Vance Worley – 31.2% ESPN/28% Y!/56% own, 34% start CBS – v. ATL (.302), @MIL (.318)
I’ve hemmed and hawed. I’ve stewed and stammered. I’ve contemplated, studied, and have come to the conclusion that I can no longer be a Worley adversary. For as bad as he was with the Twins last season, he’s been a godsend for the Pirates so far. Granted, it’s just 70 innings, but this is basically now the same guy who the Twins thought highly enough to ask for in a Ben Revere deal, and the Phillies thought highly enough of to use to fill out a rotation with Cliff Lee, Roy Halladay, Cole Hamels, and Roy Oswalt.

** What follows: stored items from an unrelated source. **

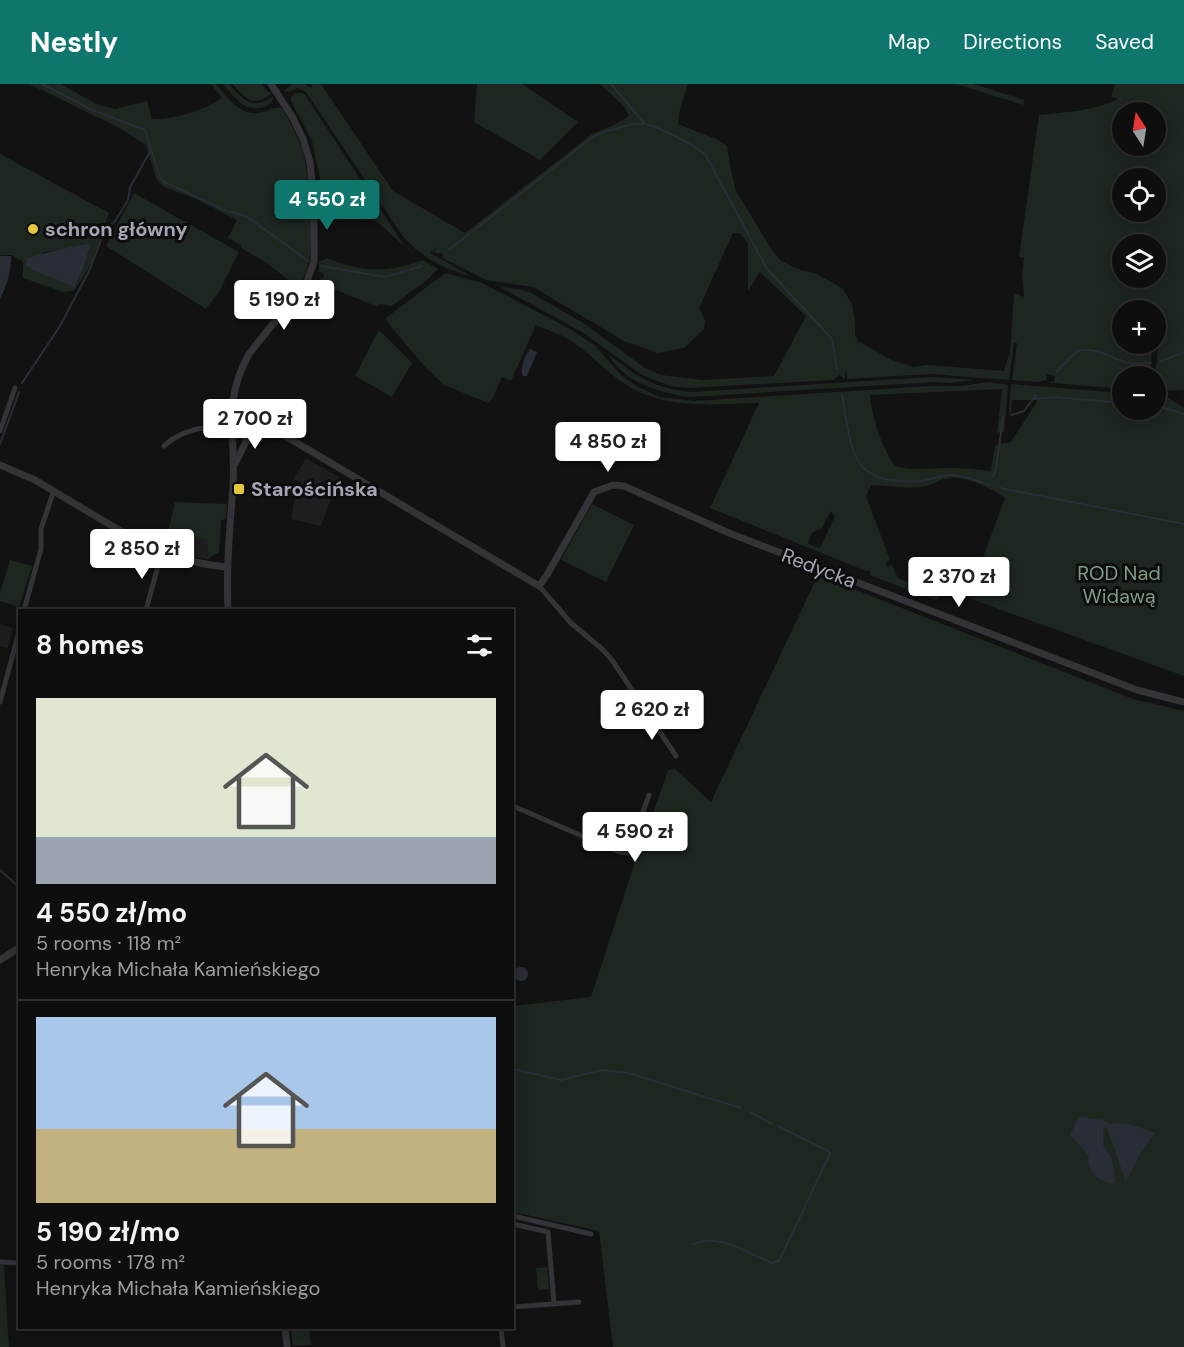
<!DOCTYPE html>
<html lang="en">
<head>
<meta charset="utf-8">
<style>
  body { margin:0; font-family:"DM Sans",sans-serif; background:#1c1c1c; color:#f1f3f6; height:100vh; display:flex; flex-direction:column; font-size:22px; white-space:nowrap }
  * { box-sizing:border-box; margin:0 }
  p { font-size:20px; color:#9b9c9e }
  .icon { flex:none; width:33px; height:33px; fill:none; stroke:currentColor; stroke-width:2; stroke-linecap:round; stroke-linejoin:round }
  .map { position:relative; flex:1; overflow:hidden }
  .sheet { position:absolute; left:18px; top:525px; width:496px; height:720px; display:flex; flex-direction:column; background:#0e0e0e; border-radius:0px; box-shadow:0 3px 15px #0003,0 0 0 2px #2e2e2e }
  .sheet>* { flex:none }
  .needle { width:39px; rotate:348deg }
  .buttons { position:absolute; left:1112px; top:18px; display:grid; gap:12px }
  .buttons a { display:grid; place-items:center; width:54px; height:54px; border-radius:50%; background:#0e0e0e; box-shadow:0 3px 15px #0003,0 0 0 2px #2e2e2e; font-size:30px }
  .price { position:absolute; translate:-50% -51px; padding:0 14px; border-radius:6px; background:#fff; color:#222; font-size:20px; line-height:39px; filter:drop-shadow(0 2px 3px #0008) }
  .price::after { content:''; position:absolute; left:50%; top:36px; width:18px; height:14px; margin-left:-9px; background:inherit; clip-path:polygon(0 0,100% 0,50% 100%) }
  .price.on { background:#0f766e; color:#fff }
  ul { padding:0; list-style:none }
  li { display:grid; align-content:center; gap:12px; height:318px; padding:0 18px }
  li+li { border-top:2px solid #2e2e2e }
  li span { display:grid; place-items:center; height:186px; border-radius:0px; color:#555 }
  li>.icon { margin-inline-start:auto }
  span .icon { width:108px; height:108px; fill:#fffc; stroke-width:1 }
  li b { font-size:26px }
  h2 { display:flex; justify-content:space-between; align-items:center; height:72px; padding:0 18px; font-size:26px }
  header { display:flex; align-items:center; gap:36px; box-sizing:border-box; height:84px; padding:0 30px; background:#0f766e; color:#fff }
  header strong { font-size:28px }
  nav { display:flex; gap:33px; margin-inline-start:auto; font-size:21px }
  .map>svg:first-child { display:block }
  .built { fill:#1e1e20 }
  .green { fill:#1e2620; fill-rule:evenodd }
  .water { fill:#292e36 }
  .lines { fill:none; stroke-linecap:round; stroke-linejoin:round }
  .stream { stroke:#292e36; stroke-width:2 }
  .minor { stroke:#333338; stroke-width:5 }
  .tertiary { stroke:#333338; stroke-width:7 }
  .poi-dot { fill:#e4c839; stroke:#0d0d0e; stroke-width:2 }
  .labels { text-anchor:middle; dominant-baseline:central; stroke-width:6; stroke-linejoin:round; paint-order:stroke }
  .poi-label { font-size:20px; font-weight:bold; fill:#a4a6b3; stroke:#0d0d0e; text-anchor:start }
  .street-label { font-size:20px; fill:#a4a6b3; stroke:#0d0d0e }
  .park-label { font-size:20px; fill:#7c9d84; stroke:#0d0d0e }
</style>
</head>
<body>
<header>
<strong>Nestly</strong>
<nav><a>Map</a><a>Directions</a><a>Saved</a></nav>
</header>
<div class="map">
<svg width="1184" height="1263" viewBox="0 0 1184 1263">
  <rect width="100%" height="100%" fill="#121213"/>
  <path class="built" d="M306,374L339,393L321,442L291,435L295,413L302,399L294,395Z
    M167,452L208,456V475L179,471L164,467Z
    M0,540L13,544L8,564L0,562Z"/>
  <path class="green" d="M29,0H61L96,20L115,25L147,17L152,35C177,35 202,27 222,14L211,0H216C229,15 241,34 263,28C270,26 274,22 281,24C289,35 296,49 301,62C310,87 321,188 296,202L267,179L241,164V161L228,154L237,136L198,116L164,103L156,94L146,61L116,42Z
    M223,0H229C244,17 252,27 274,12C272,18 270,21 264,23C245,29 234,13 223,0Z
    M233,0H262L267,7L272,9C254,24 245,15 233,0Z
    M292,0H305L310,4L313,2L310,0H321L393,107L465,149L592,50L614,41L629,32L624,22L600,0H688L679,29L678,40L716,55L727,62L730,82L736,107L770,163L780,176L795,184L817,190L842,204L852,220L855,239V252L858,257L890,275L913,283L927,281L1004,287L1010,268L1014,209L1024,213L1022,190L1024,174L1019,173L1039,31C1065,28 1094,27 1118,15L1111,13L1115,0H1184V306L1162,307L1155,292L1161,239L1155,238V226H1122V260H1152L1151,283H1152V292H1122V305L1052,299L1049,298H1054L1055,292L1047,290L1046,296L1039,298L1012,296L1017,259H1014L1009,296L931,290L847,295L846,285L845,295L839,291L834,296L688,304L671,302L642,291L582,248L498,202L522,206L531,209L582,238L645,284L661,291L703,296L774,292L806,232L760,188L748,207V159L740,149H733L699,224L705,236L704,245L684,264L658,269L624,257L533,203L486,196L443,174L442,169H434L437,162L433,168L431,167L430,169L471,192C442,185 421,173 402,151L306,8L297,4L289,8L284,7ZM1155,28V62H1122V28ZM1122,94H1155V128H1122ZM1122,160H1155V194H1122Z
    M477,0H522L578,38L540,76L474,38Z
    M956,0H973L1024,16V21Z
    M295,9H303L305,11L392,143L403,160L416,171C389,152 358,112 323,109L312,57L291,17V13Z
    M0,70L109,129L91,180L74,207L64,208L23,194V178L12,171H0ZM91,159L84,183L74,203L42,169Z
    M134,109L239,168L220,206L206,225L106,162Z
    M327,174C363,189 387,189 423,176L438,185L427,196L392,222L380,220L378,223L316,198L324,193L323,189L319,188V178Z
    M445,189L482,199L572,246L595,262L621,291L638,303L660,313L694,317L929,302H961L989,298L1008,301L1004,348L997,349L1002,305L870,311C873,337 880,359 895,382C913,387 928,384 947,384C962,383 976,386 991,387L995,361L1011,358L1038,316H1012L1011,330L1009,329L1011,300L1122,309V326H1155V311L1165,312L1184,324V592L968,514L1005,414C989,403 965,390 944,395C936,397 931,402 922,403C906,405 888,402 871,401L866,412L890,476L886,478V483L892,481L898,494L941,512L936,516L869,491L871,490L869,486L866,487L710,424L759,319C715,320 668,326 628,302C608,290 593,272 574,259C563,251 548,246 536,241L511,297L502,293L493,314L488,319L444,301L426,284L387,238L386,234ZM831,427L835,432L820,464L808,460L812,449L822,444Z
    M379,246L412,279L392,313L355,292Z
    M608,270C638,293 652,304 691,308L932,293L976,296L950,299L936,298L690,313C659,309 623,298 608,270Z
    M234 348a7 7 0 1 1 14 0a7 7 0 1 1-14 0Z
    M175,418L227,420L226,435L221,436L219,468L208,475V456L167,452Z
    M592,420L634,441L606,498L561,476Z
    M10,476L32,482L19,523L0,517V509Z
    M818,491L1133,615L1184,627V1263H613L599,1147L513,1128V922L591,913L632,787L668,687L674,684L711,718Z
    M0,1181H4L9,1263H0Z
    M547,1183L549,1205L538,1206L536,1184Z
    M291,1244H309L311,1261L293,1262Z"/>
  <path class="water" d="M91,159L84,183L74,203L33,186L26,181L27,174L65,164Z
    M0,172H11C11,188 7,201 0,215Z
    M530,265L537,268L527,292H523C519,284 525,272 530,265Z
    M514 890a7 7 0 1 1 14 0a7 7 0 1 1-14 0Z
    M1079,1033L1104,1036L1110,1040C1127,1038 1140,1043 1155,1049L1141,1068L1126,1098L1107,1044H1103V1061L1112,1074L1115,1099C1106,1101 1091,1092 1089,1081C1088,1078 1089,1075 1088,1071L1070,1051Z"/>
  <g class="lines">
    <path class="stream" d="M42,0L92,26L145,46L160,93L164,98L227,127L246,132L308,177
      M611,0L645,40
      M450,165L594,52C607,47 631,38 645,40C660,43 694,61 705,70L767,185L832,255L837,285
      M321,182L385,193L422,182
      M1160,278L1184,268
      M1056,288L1077,267C1099,262 1112,277 1131,279C1137,280 1145,279 1151,279
      M22,299L60,242L90,185L104,148L115,137L128,116L130,103L151,66
      M842,311C852,365 849,402 917,397C929,397 943,390 954,391C966,392 979,398 990,401
      M1033,315L1055,313L1122,319
      M1155,321L1184,330
      M1011,331L1024,327L1036,311
      M0,360L19,308
      M993,393L996,384L1003,333
      M1000,404L1184,440
      M0,786L20,804
      M513,985L561,996L602,986L628,989L741,1024
      M750,1028L772,1040
      M693,1160C722,1149 746,1169 772,1179L779,1177L830,1070L828,1067L778,1042"/>
    <path class="minor" d="M0,347L15,304
      M164,362C174,352 195,343 209,344C217,345 224,350 232,350
      M539,502L571,539L602,565L612,576L676,672
      M24,526L41,465V445L53,409
      M146,526L161,471
      M0,618L20,544
      M513,722L619,768L628,769L649,711
      M513,1132L591,1150
      M513,1140L548,1148L554,1219
      M0,1178L20,1179
      M513,1223L579,1218
      M501,1244L503,1263"/>
    <path class="tertiary" d="M232,333L275,346L539,502L547,491L594,408L613,401L624,402L729,449L1137,606L1184,618
      M235,380L255,339
      M0,381L35,396L161,471L210,481L226,483
      M228,526C226,484 230,443 233,401C236,351 222,318 249,270L307,197L314,178V121L310,78L303,55L293,34L271,0
      M0,876L20,863
      M285,1244L287,1263"/>
  </g>
  <g class="poi-dot">
    <circle cx="33" cy="145" r="6"/>
    <rect x="233" y="399" width="12" height="12" rx="3"/>
  </g>
  <g class="labels">
    <g class="poi-label">
      <text x="45" y="145">schron główny</text>
      <text x="251" y="405">Starościńska</text>
    </g>
    <g class="street-label">
      <text transform="translate(819 484) rotate(21)">Redycka</text>
    </g>
    <g class="park-label">
      <text x="1119" y="489">ROD Nad<tspan x="1119" dy="23">Widawą</tspan></text>
    </g>
  </g>
</svg>
<div class="buttons">
<a><svg class="needle" viewBox="-14 -14 28 28"><path d="M0-13l5 13h-10z" fill="#e53935"/><path d="M0 13l5-13h-10z" fill="#9b9c9e"/></svg></a>
<a><svg class="icon" aria-label="locate" viewBox="0 0 24 24"><circle cx="12" cy="12" r="6"/><path d="M12 2v4M12 18v4M2 12h4M18 12h4"/></svg></a>
<a><svg class="icon" aria-label="layers" viewBox="0 0 24 24"><path d="M12 4l9 5-9 5-9-5zM3 14l9 5 9-5"/></svg></a>
<a>+</a>
<a>−</a>
</div>
<b class="price on" style="left:327px;top:147px">4 550 zł</b>
<b class="price" style="left:284px;top:247px">5 190 zł</b>
<b class="price" style="left:255px;top:366px">2 700 zł</b>
<b class="price" style="left:608px;top:389px">4 850 zł</b>
<b class="price" style="left:142px;top:496px">2 850 zł</b>
<b class="price" style="left:959px;top:524px">2 370 zł</b>
<b class="price" style="left:652px;top:657px">2 620 zł</b>
<b class="price" style="left:635px;top:779px">4 590 zł</b>
<section class="sheet">
<h2>8 homes<svg class="icon" aria-label="filters" viewBox="0 0 24 24"><path d="M4 7h16M4 17h16"/><circle cx="9" cy="7" r="2"/><circle cx="15" cy="17" r="2"/></svg></h2>
<ul>
<li><span style="background:linear-gradient(#dfe7d0 75%,#9aa5b1 0)"><svg class="icon" aria-label="home" viewBox="0 0 24 24"><path d="M3 11l9-7 9 7M6 9v11h12V9"/></svg></span><div><b>4 550 zł/mo</b><p>5 rooms · 118 m²</p><p>Henryka Michała Kamieńskiego</p></div></li>
<li><span style="background:linear-gradient(#a9c7e8 60%,#c2b280 0)"><svg class="icon" aria-label="home" viewBox="0 0 24 24"><path d="M3 11l9-7 9 7M6 9v11h12V9"/></svg></span><div><b>5 190 zł/mo</b><p>5 rooms · 178 m²</p><p>Henryka Michała Kamieńskiego</p></div></li>
</ul>
</section>
</div>
</body>
</html>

Worley isn’t sexy — though the goggles kind of are — but with him it’s grounders, a few strikeouts but not many, and a disdain for the free pass so far this season that would have even made the Twins blush. Atlanta is on a free fall (7-13 in last 20, 12-18 last 30) and barely over .500 at this point. Offensively they have struggled. Milwaukee on the other hand is a bit of a dicey matchup, but working in Worley’s favor is his walk rate versus the Brewers 6.7 percent season mark (25th overall). If he can attack the zone and get the Crew to put it on the ground, there’s no reason he couldn’t skate through with a quality start.
Chase Anderson – 12.1% ESPN/16% Y!/41% own, 27% start CBS – @WAS (.312), v. SDP (.283)
It came down to Anderson, who gets an average-ish Nationals lineup and a bad but much, much better lately Padres offense, or Dillon Gee, who has been basically replacement level all season long and has to travel to Oakland and Los Angeles. So while the Diamondbacks have been lousy all season long, it seemed as though Anderson was the better choice. Anderson doesn’t carry a ton of intrigue as a soft-tossing, slightly built (6-foot-1, 175 lbs) righty, but his changeup is enough to make one stand up and notice, with a swinging strike rate of 23.3 percent. Even the curve, with a 14.5 percent whiff rate and 61.3 percent groundball rate is pretty interesting, especially to use against lefties at that home launchpad he plays at. He already nukes lefties, however: .180/.266/.321. Righties give him plenty of trouble, though: .309/.358/.543. That’s a worrisome trend that has followed him all the way up the minor league ladder, and would be something to monitor before committing long-term to owning Anderson.